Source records
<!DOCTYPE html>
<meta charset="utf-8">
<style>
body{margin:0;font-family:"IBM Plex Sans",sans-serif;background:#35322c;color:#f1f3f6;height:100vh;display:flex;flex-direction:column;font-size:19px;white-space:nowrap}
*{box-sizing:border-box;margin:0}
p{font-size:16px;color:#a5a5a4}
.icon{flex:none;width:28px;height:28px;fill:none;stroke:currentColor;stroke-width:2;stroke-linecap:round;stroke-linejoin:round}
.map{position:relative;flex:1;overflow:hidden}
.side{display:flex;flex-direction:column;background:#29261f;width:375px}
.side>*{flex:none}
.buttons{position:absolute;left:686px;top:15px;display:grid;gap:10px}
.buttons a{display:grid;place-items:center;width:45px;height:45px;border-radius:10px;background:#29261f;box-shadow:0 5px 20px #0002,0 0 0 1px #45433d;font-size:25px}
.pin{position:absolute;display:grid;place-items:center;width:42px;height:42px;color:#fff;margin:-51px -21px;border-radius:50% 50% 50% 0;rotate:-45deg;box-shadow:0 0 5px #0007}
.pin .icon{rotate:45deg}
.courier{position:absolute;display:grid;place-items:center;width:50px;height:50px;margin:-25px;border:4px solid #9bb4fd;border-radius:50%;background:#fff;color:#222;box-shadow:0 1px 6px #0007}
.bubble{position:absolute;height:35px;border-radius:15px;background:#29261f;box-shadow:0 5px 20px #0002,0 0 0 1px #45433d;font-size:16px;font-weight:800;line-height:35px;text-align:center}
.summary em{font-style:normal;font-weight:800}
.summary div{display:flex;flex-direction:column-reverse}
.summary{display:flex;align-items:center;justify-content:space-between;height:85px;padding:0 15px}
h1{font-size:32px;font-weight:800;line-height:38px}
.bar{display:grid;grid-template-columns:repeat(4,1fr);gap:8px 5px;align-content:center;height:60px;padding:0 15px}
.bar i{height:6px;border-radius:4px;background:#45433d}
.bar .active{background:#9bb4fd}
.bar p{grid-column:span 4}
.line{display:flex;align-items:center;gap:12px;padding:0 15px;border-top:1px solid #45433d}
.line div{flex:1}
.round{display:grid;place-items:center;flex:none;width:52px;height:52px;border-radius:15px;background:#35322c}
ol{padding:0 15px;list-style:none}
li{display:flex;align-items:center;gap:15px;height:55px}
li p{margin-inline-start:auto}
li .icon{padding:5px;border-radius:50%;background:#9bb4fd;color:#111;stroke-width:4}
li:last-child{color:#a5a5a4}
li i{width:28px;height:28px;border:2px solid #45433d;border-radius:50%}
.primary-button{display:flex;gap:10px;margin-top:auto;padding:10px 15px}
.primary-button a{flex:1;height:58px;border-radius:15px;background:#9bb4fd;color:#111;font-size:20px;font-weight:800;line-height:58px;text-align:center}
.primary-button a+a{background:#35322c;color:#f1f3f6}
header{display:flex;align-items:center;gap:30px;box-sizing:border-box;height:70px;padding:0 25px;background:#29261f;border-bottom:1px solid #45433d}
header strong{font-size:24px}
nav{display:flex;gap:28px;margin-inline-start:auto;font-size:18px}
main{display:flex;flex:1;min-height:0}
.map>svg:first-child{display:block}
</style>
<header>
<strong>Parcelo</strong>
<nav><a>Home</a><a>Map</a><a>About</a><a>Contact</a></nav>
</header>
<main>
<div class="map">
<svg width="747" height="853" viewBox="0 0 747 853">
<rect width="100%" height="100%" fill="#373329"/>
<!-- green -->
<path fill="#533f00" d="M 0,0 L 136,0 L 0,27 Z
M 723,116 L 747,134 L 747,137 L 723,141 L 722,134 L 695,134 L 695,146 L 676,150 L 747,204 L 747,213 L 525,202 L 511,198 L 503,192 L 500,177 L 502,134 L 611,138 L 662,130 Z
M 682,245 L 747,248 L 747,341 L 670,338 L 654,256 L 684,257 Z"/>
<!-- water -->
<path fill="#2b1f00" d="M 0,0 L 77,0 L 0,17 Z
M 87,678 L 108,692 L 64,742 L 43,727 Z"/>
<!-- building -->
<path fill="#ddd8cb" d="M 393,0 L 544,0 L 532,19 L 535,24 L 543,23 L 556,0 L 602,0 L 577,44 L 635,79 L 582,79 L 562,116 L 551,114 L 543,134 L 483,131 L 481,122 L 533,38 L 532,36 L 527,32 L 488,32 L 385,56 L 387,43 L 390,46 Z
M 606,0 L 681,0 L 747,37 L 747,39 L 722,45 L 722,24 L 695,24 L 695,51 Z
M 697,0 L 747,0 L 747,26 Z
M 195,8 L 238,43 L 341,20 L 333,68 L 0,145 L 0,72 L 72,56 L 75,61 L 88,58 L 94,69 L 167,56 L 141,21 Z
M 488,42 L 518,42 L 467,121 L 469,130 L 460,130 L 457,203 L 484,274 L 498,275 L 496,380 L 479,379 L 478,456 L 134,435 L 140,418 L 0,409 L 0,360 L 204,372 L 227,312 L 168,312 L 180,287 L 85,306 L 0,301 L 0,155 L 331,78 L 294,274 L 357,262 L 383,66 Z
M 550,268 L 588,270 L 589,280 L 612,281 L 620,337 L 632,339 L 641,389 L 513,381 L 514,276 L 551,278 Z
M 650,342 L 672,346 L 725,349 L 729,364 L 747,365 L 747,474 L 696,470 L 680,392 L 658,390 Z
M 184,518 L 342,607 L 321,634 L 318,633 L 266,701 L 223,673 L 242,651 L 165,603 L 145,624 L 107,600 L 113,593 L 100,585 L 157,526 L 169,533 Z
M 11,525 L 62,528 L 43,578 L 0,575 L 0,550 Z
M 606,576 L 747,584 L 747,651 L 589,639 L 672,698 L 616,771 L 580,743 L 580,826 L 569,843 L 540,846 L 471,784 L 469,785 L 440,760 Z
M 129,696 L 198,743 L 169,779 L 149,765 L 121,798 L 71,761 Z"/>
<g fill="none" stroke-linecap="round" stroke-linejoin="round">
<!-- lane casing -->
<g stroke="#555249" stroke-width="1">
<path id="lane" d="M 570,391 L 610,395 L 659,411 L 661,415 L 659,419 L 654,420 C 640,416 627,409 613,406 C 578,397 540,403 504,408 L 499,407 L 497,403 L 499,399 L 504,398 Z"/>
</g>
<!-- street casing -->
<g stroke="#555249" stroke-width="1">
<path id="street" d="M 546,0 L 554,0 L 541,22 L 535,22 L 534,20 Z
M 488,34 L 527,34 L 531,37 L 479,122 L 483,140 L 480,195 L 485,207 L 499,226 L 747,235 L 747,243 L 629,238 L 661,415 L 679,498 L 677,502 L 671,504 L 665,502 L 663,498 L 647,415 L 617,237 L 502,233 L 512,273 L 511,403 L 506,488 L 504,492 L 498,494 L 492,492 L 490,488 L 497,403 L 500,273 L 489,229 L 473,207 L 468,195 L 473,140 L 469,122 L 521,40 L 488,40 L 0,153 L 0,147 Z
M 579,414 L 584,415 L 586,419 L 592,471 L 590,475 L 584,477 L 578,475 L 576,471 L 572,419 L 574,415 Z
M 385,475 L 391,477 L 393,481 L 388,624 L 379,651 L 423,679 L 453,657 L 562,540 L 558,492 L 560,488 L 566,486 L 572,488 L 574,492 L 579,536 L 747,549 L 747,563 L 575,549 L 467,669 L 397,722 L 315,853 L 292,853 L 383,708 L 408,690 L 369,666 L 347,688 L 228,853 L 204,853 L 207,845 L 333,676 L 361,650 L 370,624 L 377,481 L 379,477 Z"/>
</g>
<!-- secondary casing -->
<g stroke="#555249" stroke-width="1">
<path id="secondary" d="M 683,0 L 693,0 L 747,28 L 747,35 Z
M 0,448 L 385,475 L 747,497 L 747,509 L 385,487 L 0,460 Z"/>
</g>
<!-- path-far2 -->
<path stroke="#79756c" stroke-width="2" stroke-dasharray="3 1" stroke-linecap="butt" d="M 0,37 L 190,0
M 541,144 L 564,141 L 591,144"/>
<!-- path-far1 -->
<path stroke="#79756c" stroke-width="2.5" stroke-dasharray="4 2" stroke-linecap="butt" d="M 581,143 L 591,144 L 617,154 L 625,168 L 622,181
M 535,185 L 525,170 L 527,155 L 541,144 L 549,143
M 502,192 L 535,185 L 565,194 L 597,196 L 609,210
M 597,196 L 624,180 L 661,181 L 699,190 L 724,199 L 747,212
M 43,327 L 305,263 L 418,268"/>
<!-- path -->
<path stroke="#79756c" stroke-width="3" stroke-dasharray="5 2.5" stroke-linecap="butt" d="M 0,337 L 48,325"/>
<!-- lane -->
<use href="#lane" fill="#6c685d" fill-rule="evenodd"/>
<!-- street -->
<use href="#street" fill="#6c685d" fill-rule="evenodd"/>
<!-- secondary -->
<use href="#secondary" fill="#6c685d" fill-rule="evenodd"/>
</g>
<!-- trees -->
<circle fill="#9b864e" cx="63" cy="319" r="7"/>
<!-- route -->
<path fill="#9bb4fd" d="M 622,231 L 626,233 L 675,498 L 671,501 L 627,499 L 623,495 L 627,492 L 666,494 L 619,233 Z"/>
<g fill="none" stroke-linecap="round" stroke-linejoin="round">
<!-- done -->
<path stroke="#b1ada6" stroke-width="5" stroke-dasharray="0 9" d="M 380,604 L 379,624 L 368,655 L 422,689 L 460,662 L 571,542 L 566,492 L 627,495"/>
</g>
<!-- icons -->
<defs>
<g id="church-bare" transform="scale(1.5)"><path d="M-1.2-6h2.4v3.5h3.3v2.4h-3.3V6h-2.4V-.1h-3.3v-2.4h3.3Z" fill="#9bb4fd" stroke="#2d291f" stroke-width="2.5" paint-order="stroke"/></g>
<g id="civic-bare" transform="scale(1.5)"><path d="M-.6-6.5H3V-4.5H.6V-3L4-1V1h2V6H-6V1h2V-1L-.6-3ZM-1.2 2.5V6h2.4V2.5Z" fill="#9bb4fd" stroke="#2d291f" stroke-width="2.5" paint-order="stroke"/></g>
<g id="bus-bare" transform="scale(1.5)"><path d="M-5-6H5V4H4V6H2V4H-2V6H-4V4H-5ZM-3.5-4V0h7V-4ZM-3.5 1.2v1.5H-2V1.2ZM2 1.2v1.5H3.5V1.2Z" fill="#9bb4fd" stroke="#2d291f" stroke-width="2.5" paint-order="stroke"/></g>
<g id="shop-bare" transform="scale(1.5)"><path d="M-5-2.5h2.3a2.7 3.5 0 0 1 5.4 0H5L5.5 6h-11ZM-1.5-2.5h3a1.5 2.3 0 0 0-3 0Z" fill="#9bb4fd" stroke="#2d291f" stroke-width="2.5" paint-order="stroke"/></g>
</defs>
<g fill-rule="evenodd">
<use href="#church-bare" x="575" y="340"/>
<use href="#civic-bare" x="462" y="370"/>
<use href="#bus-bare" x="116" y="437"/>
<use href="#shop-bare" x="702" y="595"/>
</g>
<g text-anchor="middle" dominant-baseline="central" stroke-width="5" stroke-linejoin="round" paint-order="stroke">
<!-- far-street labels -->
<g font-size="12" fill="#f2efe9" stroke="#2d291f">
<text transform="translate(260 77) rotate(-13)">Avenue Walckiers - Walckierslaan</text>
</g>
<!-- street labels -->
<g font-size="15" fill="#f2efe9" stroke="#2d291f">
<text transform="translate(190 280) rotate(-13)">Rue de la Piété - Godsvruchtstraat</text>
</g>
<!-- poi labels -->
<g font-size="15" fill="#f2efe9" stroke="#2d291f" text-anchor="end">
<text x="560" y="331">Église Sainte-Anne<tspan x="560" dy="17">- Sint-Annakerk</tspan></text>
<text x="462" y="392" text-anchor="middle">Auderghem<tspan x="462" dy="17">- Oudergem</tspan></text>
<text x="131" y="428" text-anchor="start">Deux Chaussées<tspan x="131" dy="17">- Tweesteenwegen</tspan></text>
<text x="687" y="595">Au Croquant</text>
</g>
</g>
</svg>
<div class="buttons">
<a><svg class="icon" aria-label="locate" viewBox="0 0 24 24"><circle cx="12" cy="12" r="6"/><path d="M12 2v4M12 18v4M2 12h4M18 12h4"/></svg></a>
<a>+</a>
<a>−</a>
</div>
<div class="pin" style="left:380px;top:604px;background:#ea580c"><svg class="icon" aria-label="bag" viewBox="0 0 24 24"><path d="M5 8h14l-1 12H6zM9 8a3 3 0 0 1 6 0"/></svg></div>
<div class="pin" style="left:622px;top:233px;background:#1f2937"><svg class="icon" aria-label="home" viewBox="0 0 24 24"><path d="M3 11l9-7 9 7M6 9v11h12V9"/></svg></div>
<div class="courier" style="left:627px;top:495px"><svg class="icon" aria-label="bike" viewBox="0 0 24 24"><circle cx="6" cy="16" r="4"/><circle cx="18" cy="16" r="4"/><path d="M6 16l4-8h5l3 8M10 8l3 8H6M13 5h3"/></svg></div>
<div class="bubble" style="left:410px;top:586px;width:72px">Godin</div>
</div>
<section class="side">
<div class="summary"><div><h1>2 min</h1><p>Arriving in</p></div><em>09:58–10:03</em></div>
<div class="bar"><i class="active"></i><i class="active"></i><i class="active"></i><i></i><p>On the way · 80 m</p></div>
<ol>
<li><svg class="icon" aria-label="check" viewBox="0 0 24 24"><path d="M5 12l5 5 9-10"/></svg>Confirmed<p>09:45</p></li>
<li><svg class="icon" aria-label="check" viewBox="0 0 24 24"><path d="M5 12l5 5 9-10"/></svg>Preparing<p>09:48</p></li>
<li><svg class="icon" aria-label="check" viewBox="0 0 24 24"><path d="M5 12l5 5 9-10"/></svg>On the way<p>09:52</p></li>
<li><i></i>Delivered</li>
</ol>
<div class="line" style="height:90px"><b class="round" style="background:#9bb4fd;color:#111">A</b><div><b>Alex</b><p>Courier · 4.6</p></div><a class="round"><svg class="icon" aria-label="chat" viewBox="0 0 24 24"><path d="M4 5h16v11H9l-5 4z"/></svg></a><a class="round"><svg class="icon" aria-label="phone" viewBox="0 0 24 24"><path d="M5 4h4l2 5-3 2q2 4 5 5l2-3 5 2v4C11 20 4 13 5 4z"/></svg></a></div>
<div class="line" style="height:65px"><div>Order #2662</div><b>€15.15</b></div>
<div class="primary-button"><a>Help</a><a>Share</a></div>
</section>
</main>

_HOW TO COMPLETE THIS TASK_
Nothing except a number is needed: how many lines of the entries contain the word "buttons"?

_TASK SOLUTION_
3